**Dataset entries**
■ ■ ■ ■ ■ ■ ■
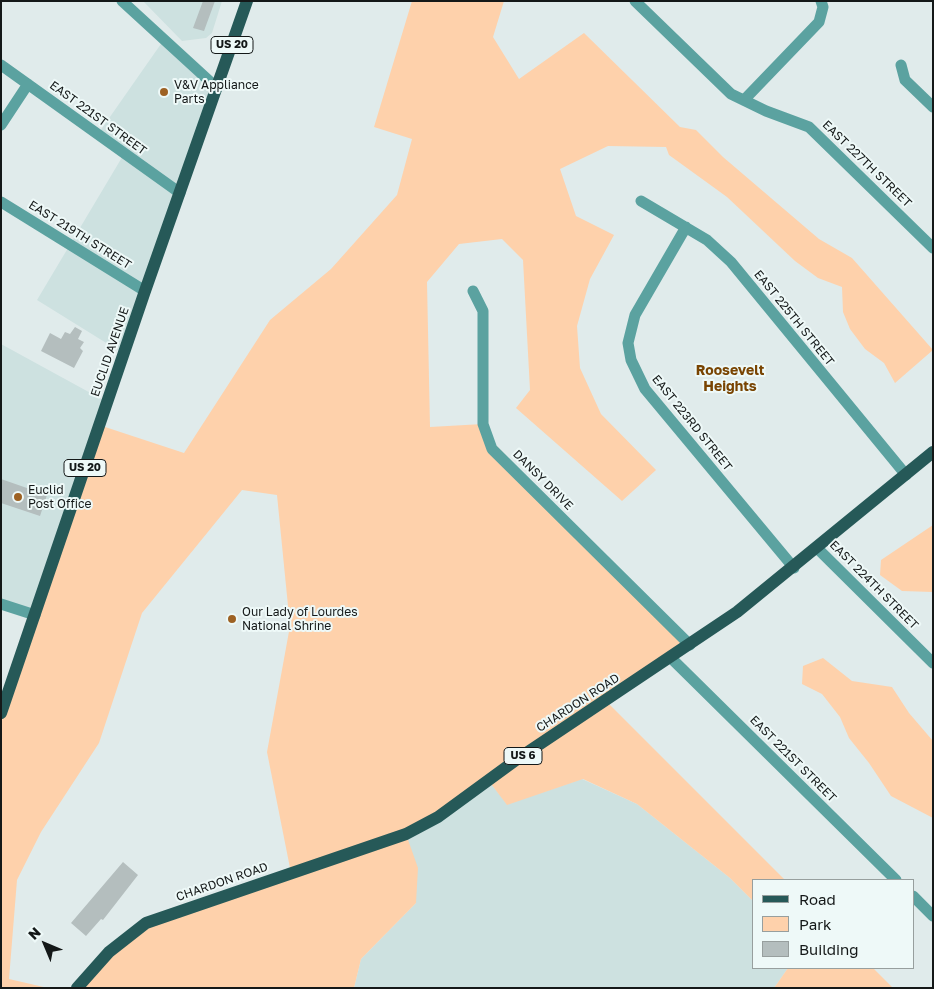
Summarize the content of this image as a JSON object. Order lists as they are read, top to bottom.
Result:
{
  "streets": {
    "main road": [
      "US 20",
      "EUCLID AVENUE",
      "CHARDON ROAD",
      "US 6"
    ],
    "street": [
      "EAST 221ST STREET",
      "EAST 227TH STREET",
      "EAST 219TH STREET",
      "EAST 225TH STREET",
      "EAST 223RD STREET",
      "DANSY DRIVE",
      "EAST 224TH STREET"
    ]
  },
  "crossings": [
    ["EAST 221ST STREET", "EUCLID AVENUE"],
    ["EAST 221ST STREET", "CHARDON ROAD"],
    ["EAST 219TH STREET", "EUCLID AVENUE"],
    ["EAST 225TH STREET", "EAST 223RD STREET"],
    ["EAST 225TH STREET", "CHARDON ROAD"],
    ["EAST 223RD STREET", "CHARDON ROAD"],
    ["DANSY DRIVE", "CHARDON ROAD"],
    ["EAST 224TH STREET", "CHARDON ROAD"]
  ],
  "districts": ["Roosevelt Heights"],
  "places": ["V&V Appliance Parts", "Euclid Post Office", "Our Lady of Lourdes National Shrine"],
  "legend": ["Road", "Park", "Building"],
  "north": "top left"
}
■ ■ ■ ■ ■ ■ ■
**TASK**
Nothing but the pictures may be dropped; output the records above exactly.

**SOLUTION TO THIS PROBLEM**
Summarize the content of this image as a JSON object. Order lists as they are read, top to bottom.
Result:
{
  "streets": {
    "main road": [
      "US 20",
      "EUCLID AVENUE",
      "CHARDON ROAD",
      "US 6"
    ],
    "street": [
      "EAST 221ST STREET",
      "EAST 227TH STREET",
      "EAST 219TH STREET",
      "EAST 225TH STREET",
      "EAST 223RD STREET",
      "DANSY DRIVE",
      "EAST 224TH STREET"
    ]
  },
  "crossings": [
    ["EAST 221ST STREET", "EUCLID AVENUE"],
    ["EAST 221ST STREET", "CHARDON ROAD"],
    ["EAST 219TH STREET", "EUCLID AVENUE"],
    ["EAST 225TH STREET", "EAST 223RD STREET"],
    ["EAST 225TH STREET", "CHARDON ROAD"],
    ["EAST 223RD STREET", "CHARDON ROAD"],
    ["DANSY DRIVE", "CHARDON ROAD"],
    ["EAST 224TH STREET", "CHARDON ROAD"]
  ],
  "districts": ["Roosevelt Heights"],
  "places": ["V&V Appliance Parts", "Euclid Post Office", "Our Lady of Lourdes National Shrine"],
  "legend": ["Road", "Park", "Building"],
  "north": "top left"
}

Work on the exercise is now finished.